Whipping a dagger from the boot of the guard at my feet, I hurled it at the closer of the two guards. It sank into the man’s neck. With my other hand, I took up a sword and sprinted toward the remaining guard. Hearing my approach, she swung blindly, but her glowing weapon was easy to dodge. My own found the gap in her armor just above her hip, thrusting upward. I covered her mouth and eased her to the ground as she died in my arms.
Shouts erupted from the surrounding rooms, the prisoners desperate to make themselves heard.
“What’s happening—”
“—to help us, please, we’re—”
“—damned fools, Dragoth will kill us all, shut up, shut—”
“—have to let us out!”
Darrin’s voice wasn’t among them, meaning he was either unconscious or smart enough to keep his mouth shut and listen instead of bellowing like mad.
The guard I’d struck with the door was still breathing. I quickly rectified that, then relieved his corpse of a ring of mundane keys. Thankfully, they had numbers punched into them.
I went straight to Darrin’s room, as indicated by the Instiller who’d spoken through the wall. The keyring jangled as I fumbled for the right number, the metal slick in my blood-stained fingers. I needed to hurry.

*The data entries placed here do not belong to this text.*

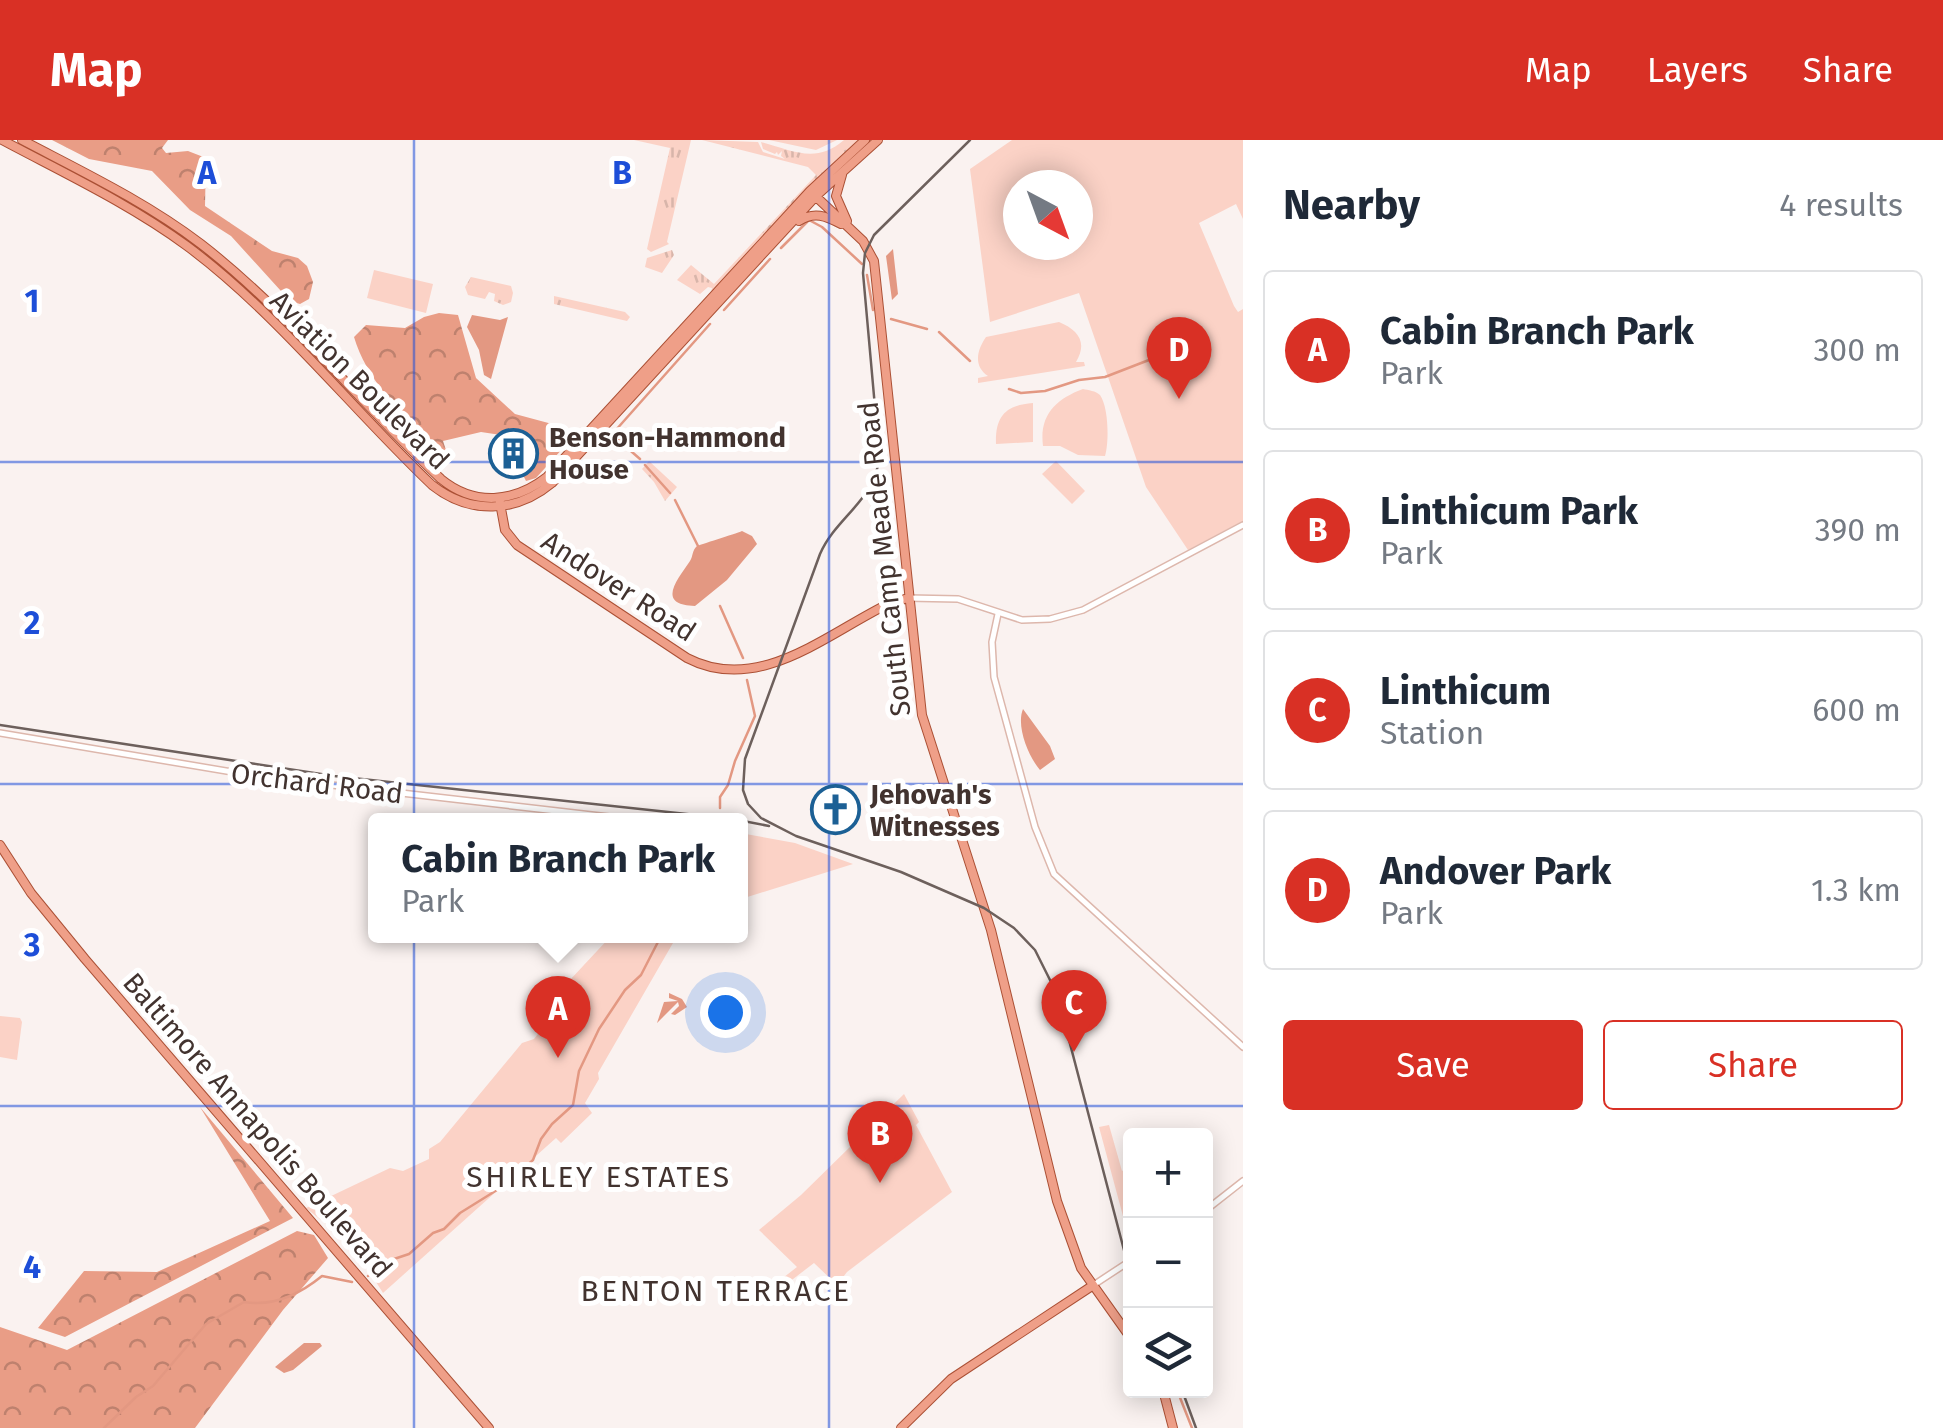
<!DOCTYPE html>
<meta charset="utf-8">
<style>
body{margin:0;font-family:"Fira Sans",sans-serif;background:#f2f2f3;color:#1f2937}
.controls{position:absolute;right:30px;bottom:30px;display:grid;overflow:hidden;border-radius:10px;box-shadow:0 5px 25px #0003}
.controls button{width:90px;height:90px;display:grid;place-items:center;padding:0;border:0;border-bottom:2px solid #e0e1e3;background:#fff;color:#1f2937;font:50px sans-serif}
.compass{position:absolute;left:1003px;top:30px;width:90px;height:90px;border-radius:50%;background:#fff;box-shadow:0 5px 25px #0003;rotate:139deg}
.you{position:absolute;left:725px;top:872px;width:35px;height:35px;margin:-25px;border:8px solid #fff;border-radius:50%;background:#1a73e8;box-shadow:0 0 0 15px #1a73e833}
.badge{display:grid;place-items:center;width:65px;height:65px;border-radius:50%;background:#d93025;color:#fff;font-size:32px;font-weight:700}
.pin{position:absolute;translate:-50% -82px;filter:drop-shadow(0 2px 5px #0008)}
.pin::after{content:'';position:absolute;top:52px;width:35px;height:30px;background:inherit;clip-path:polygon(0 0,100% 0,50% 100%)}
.popup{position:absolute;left:368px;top:673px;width:380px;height:130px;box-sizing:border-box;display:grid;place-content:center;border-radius:10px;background:#fff;filter:drop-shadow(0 2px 8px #0005);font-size:32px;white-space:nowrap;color:#747a83}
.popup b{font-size:38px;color:#1f2937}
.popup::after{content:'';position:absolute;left:50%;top:100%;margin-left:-20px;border:20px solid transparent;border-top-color:#fff}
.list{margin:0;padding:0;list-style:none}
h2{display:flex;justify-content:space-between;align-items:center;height:130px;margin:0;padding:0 40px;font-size:42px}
h2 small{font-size:32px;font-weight:400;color:#747a83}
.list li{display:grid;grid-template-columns:65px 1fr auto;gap:30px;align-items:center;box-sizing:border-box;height:160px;margin:0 20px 20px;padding:0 20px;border:2px solid #e0e1e3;border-radius:10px}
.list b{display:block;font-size:38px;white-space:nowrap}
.list p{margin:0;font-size:32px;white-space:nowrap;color:#747a83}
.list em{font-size:32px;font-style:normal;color:#747a83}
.actions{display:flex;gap:20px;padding:30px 40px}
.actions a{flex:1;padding:22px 0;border:2px solid #d93025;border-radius:10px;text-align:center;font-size:35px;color:#d93025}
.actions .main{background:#d93025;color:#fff}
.icon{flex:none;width:55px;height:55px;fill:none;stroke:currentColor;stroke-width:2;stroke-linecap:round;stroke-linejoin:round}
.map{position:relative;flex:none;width:1243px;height:1288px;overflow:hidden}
header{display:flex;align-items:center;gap:60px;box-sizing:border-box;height:140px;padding:0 50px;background:#d93025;color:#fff}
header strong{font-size:48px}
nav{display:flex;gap:55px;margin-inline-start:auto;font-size:35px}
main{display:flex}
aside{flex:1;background:#fff}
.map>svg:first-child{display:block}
</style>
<header>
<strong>Map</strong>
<nav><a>Map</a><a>Layers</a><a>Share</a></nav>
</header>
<main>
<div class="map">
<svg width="1243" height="1288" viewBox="0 0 1243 1288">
<defs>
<pattern id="grass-tufts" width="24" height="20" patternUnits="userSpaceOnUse" patternTransform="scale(2.5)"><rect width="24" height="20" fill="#fbd2c6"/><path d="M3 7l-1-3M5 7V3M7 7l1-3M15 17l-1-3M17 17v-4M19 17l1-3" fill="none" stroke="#d8b5aa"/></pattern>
<pattern id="forest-crowns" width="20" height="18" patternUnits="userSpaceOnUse" patternTransform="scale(2.5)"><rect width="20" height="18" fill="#e99d86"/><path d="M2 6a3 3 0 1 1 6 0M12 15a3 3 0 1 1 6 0" fill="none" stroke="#be816e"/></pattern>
</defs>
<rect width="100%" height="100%" fill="#faf2f0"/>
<path fill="url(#grass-tufts)" d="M634,0h57l-24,102 2,2 -18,8 -4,-3 23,-101z
M702,0l56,2 5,10 22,7 -4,-3 1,-5 -4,4 -1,-3 -2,2 -12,-5 -2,-7c33,9 55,22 83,-2h16l-38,34 -111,119 1,-5 -4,-1 -8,7 -23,-14 14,-15 23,19 102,-109 -8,-8z
M769,0h68l-21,10z
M672,110l2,5 -12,18 -17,-6 2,-9z
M471,137l40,9 2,7 -2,9 -8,3 -9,-4 1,-7 -6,-2 -4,7 -17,-4 -3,-8z
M554,156l71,16 5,5 -3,4 -73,-17z
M649,321l28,26 -12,14 -11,-19 -12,-13z"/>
<path fill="url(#forest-crowns)" d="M52,0h116l-6,8 4,5 22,-2 18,7 -1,48 67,45 26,7 9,8 6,16 -4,17 -9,5 -10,-3 -59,-65 -41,-26 -38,-39 -63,-12z
M439,173l19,2 18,63 39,36 52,14 7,8 -38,42 -10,3 -9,-18 6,-5 -10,-28 -12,5 -20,-3 -38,9 4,12 -6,9 -5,-1 -4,-13 2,-8 -9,4c-26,-34 -59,-66 -71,-107l12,-12 39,3 19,-11z
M200,967l93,111 -228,119 -27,-9 46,-57 73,1 113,-51z
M297,1091l17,4 14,23 -45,52 -88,118h-195v-101l67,23z"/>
<path fill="#fbd2c6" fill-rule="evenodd" d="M1012,0h231v79l-7,-15 -37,19 35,83 4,6 5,-3v212l-55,29 -42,-63 -67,-194 -89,29 -20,-153zM1018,45h60v60h-60z
M374,130l59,14 -7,29 -59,-15z
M1059,182c19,8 29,20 17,40h8l1,4 -107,17v-5l10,-2c-15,-10 -11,-26 -2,-39z
M1083,249c5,1 13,2 17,6 9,13 9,48 5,61l-27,-1 -18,-9h-17c-4,-31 13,-47 40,-57z
M1033,263v39l-37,2c-1,-28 10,-39 37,-41z
M1056,321l29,30 -13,13 -30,-30z
M740,693l55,10 58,21 -112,35z
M611,796h66l-79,137 1,6 -14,24 7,10 -31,30 -5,-5 -173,155 -12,-19 2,-3 -19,-24 -48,-39 84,-40 13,3 26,-12v-10l11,-7 82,-99 12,-4 33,-42 2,-16z
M0,876l20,2 2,4 -5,38 -17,-3z
M904,954l15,28 -3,3 36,67 -105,80 -10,13 -23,-22 -30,23 -5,-5 18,-14 -38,-37 42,-35z
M1109,985l13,46 7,-4 1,6v69l-31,-115z"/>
<path fill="#e39882" d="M893,109l5,45 -6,6 -6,-44z
M472,175l28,5 8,-3 -17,62 -7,-4 -5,-25 -12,-23z
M742,391l10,5 5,8 -30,36 -32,26c-40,-1 -17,-27 -5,-45 3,-4 2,-11 7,-15 2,-1 38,-12 45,-15z
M1023,569l27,37 5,13 -15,11c-12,-14 -24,-44 -17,-61z
M669,853l13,6 5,8 -12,8 -4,-1 8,-8 -1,-4 -21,21 7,-21 14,-1 -9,-3z
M304,1203h16l2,3 -29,24 -9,3 -9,-6z"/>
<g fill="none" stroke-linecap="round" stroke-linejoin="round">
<path stroke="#e39882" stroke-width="2.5" d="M781,108l28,-28 13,7 40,37
M867,135l6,35
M724,170l46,-51
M891,179l36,10
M939,192l31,29
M1009,249l12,4 24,-2 34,-11 26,-3 62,-24
M640,319l-24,-21 -1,-7 95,-107
M645,325l25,28
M675,360l24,48
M720,466l23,52
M720,668v-11l8,-12 7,-24 20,-45 -8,-36
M368,1136l26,-17 15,-5 24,-21 11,-4 16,-16 45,-28 28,-25 8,-21 11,-15 21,-19 6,-34 20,-42 26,-39 16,-15 20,-39
M1128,1180l2,3
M1177,1250l15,38
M104,1288l32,-31 17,-11 53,-62 38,-22c30,5 56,-8 78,-26l30,6"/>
<defs>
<path id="minor" d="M908,458l50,1 64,21 28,-1 33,-9 160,-85
M998,474l-6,28 2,35 41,150 19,47 189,173
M0,593l262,44 373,43
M1206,1070l37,-29
M1092,1146l38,-25"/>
<path id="major" d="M2,0c62,33 128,64 185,106 89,66 164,162 245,239 38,30 84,28 120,-2l264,-287 62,-56
M22,0c61,32 124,62 179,104 88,68 159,159 240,235 33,27 73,24 106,-2l263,-286 55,-51
M842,35l-6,21 11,25
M810,51l53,50 11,20 48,454 69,215 66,271 24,67 49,69
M799,81c15,-10 27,-5 42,3
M500,363l5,27 12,15 170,113c71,37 138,-23 201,-54l20,-6
M0,705l31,48 54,66 404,469
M1163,1250l10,38
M901,1288l50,-49 141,-93"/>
</defs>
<use href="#minor" stroke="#ddb7ac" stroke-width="8"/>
<use href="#major" stroke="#ab5035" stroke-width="10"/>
<use href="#minor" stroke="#fff" stroke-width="5"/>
<use href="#major" stroke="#ef9f88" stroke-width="8"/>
<path stroke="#6d605c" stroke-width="2.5" d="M970,0l-96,95 -9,18 -2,20 16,179c1,46 -42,63 -59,102l-75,205 -2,31 5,14 13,14 35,18 105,36 83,36 30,20 21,22 22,44 73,279
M0,585l334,51 399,43 36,7
M1182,1250l14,38"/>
</g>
<path fill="none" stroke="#1d4ed8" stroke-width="2.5" stroke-opacity="0.55" d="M414,0v1288M829,0v1288M0,322h1243M0,644h1243M0,966h1243"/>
<defs>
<symbol id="building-ring" viewBox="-11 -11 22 22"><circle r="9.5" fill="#fff" stroke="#1c6095" stroke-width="1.5"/><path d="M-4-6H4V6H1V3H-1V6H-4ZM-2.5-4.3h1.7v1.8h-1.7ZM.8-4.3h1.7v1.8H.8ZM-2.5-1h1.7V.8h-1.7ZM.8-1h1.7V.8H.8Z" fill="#1c6095"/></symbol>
<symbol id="church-ring" viewBox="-11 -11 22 22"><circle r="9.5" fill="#fff" stroke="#1c6095" stroke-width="1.5"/><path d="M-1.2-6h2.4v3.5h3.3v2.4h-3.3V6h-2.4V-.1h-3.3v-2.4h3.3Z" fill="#1c6095"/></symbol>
</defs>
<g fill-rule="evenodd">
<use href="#building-ring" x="486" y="286" width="55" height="55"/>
<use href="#church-ring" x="808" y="642" width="55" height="55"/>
</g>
<g text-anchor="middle" stroke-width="10" stroke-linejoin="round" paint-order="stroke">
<g font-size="28" fill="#42332f" stroke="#fff">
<text transform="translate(360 240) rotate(45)" y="10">Aviation Boulevard</text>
<text transform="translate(884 419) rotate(-96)" y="10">South Camp Meade Road</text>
<text transform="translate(619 446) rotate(33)" y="10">Andover Road</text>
<text transform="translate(317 643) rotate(7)" y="10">Orchard Road</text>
<text transform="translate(258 985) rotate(49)" y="10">Baltimore Annapolis Boulevard</text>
</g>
<g font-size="28" font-weight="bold" fill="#42332f" stroke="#fff" text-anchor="start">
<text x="549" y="307">Benson-Hammond<tspan x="549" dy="32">House</tspan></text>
<text x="870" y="664">Jehovah's<tspan x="870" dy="32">Witnesses</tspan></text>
</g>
<g font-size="30" letter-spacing="2.5" fill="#42332f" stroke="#fff">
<text x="599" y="1047">SHIRLEY ESTATES</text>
<text x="716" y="1161">BENTON TERRACE</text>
</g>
</g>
<g font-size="32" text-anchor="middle" font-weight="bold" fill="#1d4ed8" stroke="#fff" stroke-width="10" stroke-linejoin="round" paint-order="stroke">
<text x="207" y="44">A</text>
<text x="622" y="44">B</text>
<text x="32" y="172">1</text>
<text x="32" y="494">2</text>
<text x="32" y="816">3</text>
<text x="32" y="1138">4</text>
</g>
</svg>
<div class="controls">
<button>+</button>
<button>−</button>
<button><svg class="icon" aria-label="layers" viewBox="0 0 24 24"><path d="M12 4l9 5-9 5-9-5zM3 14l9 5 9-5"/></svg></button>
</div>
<svg class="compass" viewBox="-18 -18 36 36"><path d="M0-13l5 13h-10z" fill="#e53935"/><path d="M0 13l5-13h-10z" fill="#747a83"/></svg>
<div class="you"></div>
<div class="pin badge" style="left:558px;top:918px">A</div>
<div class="popup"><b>Cabin Branch Park</b>Park</div>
<div class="pin badge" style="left:880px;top:1043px">B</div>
<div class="pin badge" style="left:1074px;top:912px">C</div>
<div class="pin badge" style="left:1179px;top:259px">D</div>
</div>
<aside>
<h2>Nearby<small>4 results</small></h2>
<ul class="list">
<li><span class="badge">A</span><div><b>Cabin Branch Park</b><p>Park</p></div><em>300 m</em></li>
<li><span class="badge">B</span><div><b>Linthicum Park</b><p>Park</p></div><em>390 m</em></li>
<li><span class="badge">C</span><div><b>Linthicum</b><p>Station</p></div><em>600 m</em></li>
<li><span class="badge">D</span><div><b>Andover Park</b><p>Park</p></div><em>1.3 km</em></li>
</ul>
<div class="actions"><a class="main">Save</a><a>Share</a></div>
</aside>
</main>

The lock turned with a smooth click, and I pushed open the door and stepped back. Darrin was standing there, his torso bare and covered in wounds, both eyes nearly swollen shut inside a pulp of bruising, and a broken cot leg clutched like a dagger in his fist.
“What exactly were you going to do with that, then?” I asked, nodding at the improvised weapon.
“Stab you for taking so long,” Darrin croaked, his voice hardly recognizable.
The keyring lacked any way to deactivate or remove the cuffs. Instead, I took the guard’s dagger and wrenched the chain free from one side, allowing Darrin full freedom of movement with his arms. It didn’t fully disable the mana suppression effect, but it did destabilize the artifact, which relied on both sets of runes being connected.
“There. At least mana should begin circulating through your body again,” I said. “We can finish when—”
“Well let’s get going then,” he demanded. His gaze kept jumping from one end of the hallway to the other, then to the corpses. “Surely some kind of alarm must have gone up.”
“One second, boy.”
I hurried to the door next to mine, unlocked it, and pushed it open. Inside, curled in on himself in his cot, was a small man with a couple weeks worth of beard and eyes wide and wet with terror. I shouldn’t have felt sorry for the poor bastard, considering he was one of Agrona’s pet Instillers. Who knew what kind of horrors he’d been involved in at Taegrin Caelum. Still, I couldn’t just leave him—all of them. And their escape would help cover our own.
I tossed him the keyring. “I assume you can get those cuffs off on your own?”
He nodded weakly. “Thank you.”
“Don’t waste any time.” With a sharp flick of my hand to bid him farewell, I marched away, gesturing for Darrin to follow. Despite his worries, no alarm had gone up.
“They’re amateurs,” Cynthia said, following along after us, her hands held behind her back as if she were examining a training session. “Desperate and flailing. The last gasp of a dying empire. Soon, Dragoth will be dead, and everyone will see what pathetic creatures the Vritra were.”